**Prompt**
Give back all the records below, unaltered.

** Exercise input follows **

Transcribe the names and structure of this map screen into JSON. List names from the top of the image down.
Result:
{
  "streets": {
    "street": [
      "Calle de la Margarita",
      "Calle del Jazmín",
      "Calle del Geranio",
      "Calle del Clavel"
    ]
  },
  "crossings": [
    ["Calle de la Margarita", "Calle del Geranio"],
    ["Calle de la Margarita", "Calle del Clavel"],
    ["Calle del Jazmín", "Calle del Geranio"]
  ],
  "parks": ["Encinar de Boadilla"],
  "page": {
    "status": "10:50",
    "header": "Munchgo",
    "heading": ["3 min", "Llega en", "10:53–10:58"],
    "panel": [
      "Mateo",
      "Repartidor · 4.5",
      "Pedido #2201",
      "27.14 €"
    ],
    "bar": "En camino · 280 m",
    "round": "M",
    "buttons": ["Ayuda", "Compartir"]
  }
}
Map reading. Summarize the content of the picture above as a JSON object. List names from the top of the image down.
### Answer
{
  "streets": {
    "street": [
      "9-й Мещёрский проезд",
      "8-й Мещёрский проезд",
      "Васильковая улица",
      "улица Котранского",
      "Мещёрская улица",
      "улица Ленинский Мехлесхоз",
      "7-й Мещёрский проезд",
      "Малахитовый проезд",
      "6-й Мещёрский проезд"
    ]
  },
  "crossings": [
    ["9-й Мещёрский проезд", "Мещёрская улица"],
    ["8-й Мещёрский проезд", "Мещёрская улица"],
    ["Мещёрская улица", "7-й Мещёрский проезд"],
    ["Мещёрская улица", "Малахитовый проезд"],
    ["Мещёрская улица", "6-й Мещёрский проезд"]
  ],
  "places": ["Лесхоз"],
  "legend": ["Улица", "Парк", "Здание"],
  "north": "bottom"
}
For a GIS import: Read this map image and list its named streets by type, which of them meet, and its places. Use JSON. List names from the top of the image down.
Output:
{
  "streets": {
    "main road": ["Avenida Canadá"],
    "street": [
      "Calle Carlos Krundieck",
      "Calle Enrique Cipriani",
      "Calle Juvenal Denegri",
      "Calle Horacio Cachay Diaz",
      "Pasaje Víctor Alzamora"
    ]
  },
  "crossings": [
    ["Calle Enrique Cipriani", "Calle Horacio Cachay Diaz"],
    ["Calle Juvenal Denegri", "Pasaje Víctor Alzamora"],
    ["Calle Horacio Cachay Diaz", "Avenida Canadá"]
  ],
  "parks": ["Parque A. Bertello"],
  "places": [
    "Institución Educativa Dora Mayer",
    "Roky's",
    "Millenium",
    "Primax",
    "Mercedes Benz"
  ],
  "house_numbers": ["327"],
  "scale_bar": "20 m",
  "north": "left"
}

** End of Exercise input **

**Task response**
Transcribe the names and structure of this map screen into JSON. List names from the top of the image down.
Result:
{
  "streets": {
    "street": [
      "Calle de la Margarita",
      "Calle del Jazmín",
      "Calle del Geranio",
      "Calle del Clavel"
    ]
  },
  "crossings": [
    ["Calle de la Margarita", "Calle del Geranio"],
    ["Calle de la Margarita", "Calle del Clavel"],
    ["Calle del Jazmín", "Calle del Geranio"]
  ],
  "parks": ["Encinar de Boadilla"],
  "page": {
    "status": "10:50",
    "header": "Munchgo",
    "heading": ["3 min", "Llega en", "10:53–10:58"],
    "panel": [
      "Mateo",
      "Repartidor · 4.5",
      "Pedido #2201",
      "27.14 €"
    ],
    "bar": "En camino · 280 m",
    "round": "M",
    "buttons": ["Ayuda", "Compartir"]
  }
}
Map reading. Summarize the content of the picture above as a JSON object. List names from the top of the image down.
### Answer
{
  "streets": {
    "street": [
      "9-й Мещёрский проезд",
      "8-й Мещёрский проезд",
      "Васильковая улица",
      "улица Котранского",
      "Мещёрская улица",
      "улица Ленинский Мехлесхоз",
      "7-й Мещёрский проезд",
      "Малахитовый проезд",
      "6-й Мещёрский проезд"
    ]
  },
  "crossings": [
    ["9-й Мещёрский проезд", "Мещёрская улица"],
    ["8-й Мещёрский проезд", "Мещёрская улица"],
    ["Мещёрская улица", "7-й Мещёрский проезд"],
    ["Мещёрская улица", "Малахитовый проезд"],
    ["Мещёрская улица", "6-й Мещёрский проезд"]
  ],
  "places": ["Лесхоз"],
  "legend": ["Улица", "Парк", "Здание"],
  "north": "bottom"
}
For a GIS import: Read this map image and list its named streets by type, which of them meet, and its places. Use JSON. List names from the top of the image down.
Output:
{
  "streets": {
    "main road": ["Avenida Canadá"],
    "street": [
      "Calle Carlos Krundieck",
      "Calle Enrique Cipriani",
      "Calle Juvenal Denegri",
      "Calle Horacio Cachay Diaz",
      "Pasaje Víctor Alzamora"
    ]
  },
  "crossings": [
    ["Calle Enrique Cipriani", "Calle Horacio Cachay Diaz"],
    ["Calle Juvenal Denegri", "Pasaje Víctor Alzamora"],
    ["Calle Horacio Cachay Diaz", "Avenida Canadá"]
  ],
  "parks": ["Parque A. Bertello"],
  "places": [
    "Institución Educativa Dora Mayer",
    "Roky's",
    "Millenium",
    "Primax",
    "Mercedes Benz"
  ],
  "house_numbers": ["327"],
  "scale_bar": "20 m",
  "north": "left"
}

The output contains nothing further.